Substrate conductivity dependent modulation of cell proliferation and differentiation in vitro

In designing and developing various biomaterials, the influence of substrate properties, like surface topography, stiffness and wettability on the cell functionality has been investigated widely. However, such study to probe into the influence of the substrate conductivity on cell fate processes is rather limited. In order to address this issue, spark plasma sintered HA-CaTiO3 (Hydroxyapatite-Calcium titanate) has been used as a model material system to showcase the effect of varying conductivity on cell functionality.
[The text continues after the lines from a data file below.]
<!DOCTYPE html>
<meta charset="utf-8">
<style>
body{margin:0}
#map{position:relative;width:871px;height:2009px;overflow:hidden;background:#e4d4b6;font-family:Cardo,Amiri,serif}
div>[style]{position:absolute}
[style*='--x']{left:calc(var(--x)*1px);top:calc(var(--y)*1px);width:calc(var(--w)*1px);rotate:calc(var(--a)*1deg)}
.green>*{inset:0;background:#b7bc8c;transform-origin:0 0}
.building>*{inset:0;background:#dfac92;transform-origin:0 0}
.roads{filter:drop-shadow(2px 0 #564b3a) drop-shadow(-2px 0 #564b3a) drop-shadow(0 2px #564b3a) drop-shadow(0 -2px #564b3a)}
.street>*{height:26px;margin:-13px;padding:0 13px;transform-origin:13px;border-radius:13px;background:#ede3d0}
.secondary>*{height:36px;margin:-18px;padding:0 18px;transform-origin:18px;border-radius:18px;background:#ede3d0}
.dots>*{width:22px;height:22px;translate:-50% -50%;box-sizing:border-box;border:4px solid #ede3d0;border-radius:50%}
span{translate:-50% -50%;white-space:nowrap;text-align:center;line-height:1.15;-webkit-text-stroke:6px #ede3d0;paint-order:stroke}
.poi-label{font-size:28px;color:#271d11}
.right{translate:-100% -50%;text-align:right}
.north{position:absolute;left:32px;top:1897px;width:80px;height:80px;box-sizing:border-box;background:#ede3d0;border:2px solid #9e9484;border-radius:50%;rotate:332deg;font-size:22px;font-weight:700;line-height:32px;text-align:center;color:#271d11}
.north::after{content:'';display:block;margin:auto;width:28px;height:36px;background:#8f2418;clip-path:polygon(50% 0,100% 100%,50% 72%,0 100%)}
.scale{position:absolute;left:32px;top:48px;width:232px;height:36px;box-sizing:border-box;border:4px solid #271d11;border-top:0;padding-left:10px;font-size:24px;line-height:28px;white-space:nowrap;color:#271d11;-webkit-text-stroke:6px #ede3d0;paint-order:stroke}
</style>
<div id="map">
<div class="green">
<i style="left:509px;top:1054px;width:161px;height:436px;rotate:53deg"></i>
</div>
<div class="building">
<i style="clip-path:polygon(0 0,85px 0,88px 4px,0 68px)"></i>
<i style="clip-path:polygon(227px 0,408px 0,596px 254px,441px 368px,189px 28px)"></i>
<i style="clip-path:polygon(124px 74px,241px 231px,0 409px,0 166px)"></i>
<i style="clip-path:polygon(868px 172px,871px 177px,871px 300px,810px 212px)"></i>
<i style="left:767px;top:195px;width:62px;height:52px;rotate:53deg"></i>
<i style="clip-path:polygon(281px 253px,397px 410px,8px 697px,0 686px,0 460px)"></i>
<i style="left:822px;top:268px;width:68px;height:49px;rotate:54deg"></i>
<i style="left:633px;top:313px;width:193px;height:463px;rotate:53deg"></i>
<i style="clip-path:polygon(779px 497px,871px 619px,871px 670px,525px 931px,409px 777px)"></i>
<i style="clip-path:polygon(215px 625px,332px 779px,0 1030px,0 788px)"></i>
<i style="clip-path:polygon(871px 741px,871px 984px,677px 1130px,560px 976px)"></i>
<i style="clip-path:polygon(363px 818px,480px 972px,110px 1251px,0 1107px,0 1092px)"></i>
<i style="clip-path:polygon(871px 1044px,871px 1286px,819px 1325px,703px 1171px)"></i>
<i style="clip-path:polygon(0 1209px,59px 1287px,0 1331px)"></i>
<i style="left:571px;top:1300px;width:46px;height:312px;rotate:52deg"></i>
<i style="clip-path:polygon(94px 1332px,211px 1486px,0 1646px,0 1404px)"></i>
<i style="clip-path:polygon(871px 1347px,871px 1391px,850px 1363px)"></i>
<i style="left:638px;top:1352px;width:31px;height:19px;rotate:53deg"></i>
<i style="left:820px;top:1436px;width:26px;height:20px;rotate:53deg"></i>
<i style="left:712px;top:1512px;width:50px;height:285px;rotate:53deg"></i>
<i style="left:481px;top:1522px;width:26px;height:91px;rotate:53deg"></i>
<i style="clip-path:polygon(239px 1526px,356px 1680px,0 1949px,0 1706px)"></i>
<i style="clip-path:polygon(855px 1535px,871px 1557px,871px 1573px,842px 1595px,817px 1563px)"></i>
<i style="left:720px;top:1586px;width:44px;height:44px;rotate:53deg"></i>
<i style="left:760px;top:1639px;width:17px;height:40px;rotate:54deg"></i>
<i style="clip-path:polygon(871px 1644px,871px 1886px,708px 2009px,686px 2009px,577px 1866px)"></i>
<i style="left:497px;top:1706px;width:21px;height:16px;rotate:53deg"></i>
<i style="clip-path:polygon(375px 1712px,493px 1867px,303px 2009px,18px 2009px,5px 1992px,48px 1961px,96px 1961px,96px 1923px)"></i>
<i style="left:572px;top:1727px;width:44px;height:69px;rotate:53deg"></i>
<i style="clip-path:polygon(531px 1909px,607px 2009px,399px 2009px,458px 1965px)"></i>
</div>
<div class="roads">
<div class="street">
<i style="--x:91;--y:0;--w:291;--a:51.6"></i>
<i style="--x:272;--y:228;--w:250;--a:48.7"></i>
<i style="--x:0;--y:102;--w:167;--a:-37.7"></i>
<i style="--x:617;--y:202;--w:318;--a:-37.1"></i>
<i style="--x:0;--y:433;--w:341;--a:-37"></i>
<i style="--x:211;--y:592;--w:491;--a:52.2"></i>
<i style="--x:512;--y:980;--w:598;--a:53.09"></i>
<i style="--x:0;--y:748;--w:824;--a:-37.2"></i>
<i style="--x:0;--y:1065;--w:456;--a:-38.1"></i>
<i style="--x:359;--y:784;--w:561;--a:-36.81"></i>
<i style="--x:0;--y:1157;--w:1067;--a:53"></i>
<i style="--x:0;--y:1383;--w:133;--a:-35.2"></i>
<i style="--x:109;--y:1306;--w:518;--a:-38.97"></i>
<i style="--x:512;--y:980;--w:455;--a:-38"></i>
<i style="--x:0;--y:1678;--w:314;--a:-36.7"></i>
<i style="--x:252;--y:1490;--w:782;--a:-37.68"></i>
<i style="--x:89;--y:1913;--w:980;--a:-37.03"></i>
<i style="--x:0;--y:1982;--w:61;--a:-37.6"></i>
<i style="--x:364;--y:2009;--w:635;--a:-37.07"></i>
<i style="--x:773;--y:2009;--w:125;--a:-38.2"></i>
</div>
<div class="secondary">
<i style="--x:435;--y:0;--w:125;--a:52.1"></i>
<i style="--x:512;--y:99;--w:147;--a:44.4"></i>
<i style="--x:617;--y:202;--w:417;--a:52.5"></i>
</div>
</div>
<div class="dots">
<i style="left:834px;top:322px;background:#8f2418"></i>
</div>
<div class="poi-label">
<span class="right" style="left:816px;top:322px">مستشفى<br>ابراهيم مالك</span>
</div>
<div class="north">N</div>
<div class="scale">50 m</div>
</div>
Being electroactive in nature, mouse myoblast cells (C2C12) were selected as a model cell line in this study. It was inferred that myoblast adhesion/growth systematically increases with substrate conductivity due to CaTiO3 addition to HA. Importantly, parallel arrangement of myoblast cells on higher CaTiO3 containing substrates indicate that self-adjustable cell patterning can be achieved on conductive biomaterials. Furthermore, enhanced myoblast assembly and myotube formation were recorded after 5 days of serum starvation. Overall, the present study conclusively establishes the positive impact of the substrate conductivity towards cell proliferation and differentiation as well as confirms the efficacy of HA-CaTiO3 biocomposites as conductive platforms to facilitate the growth, orientation and fusion of myoblasts, even when cultured in the absence of external electric field.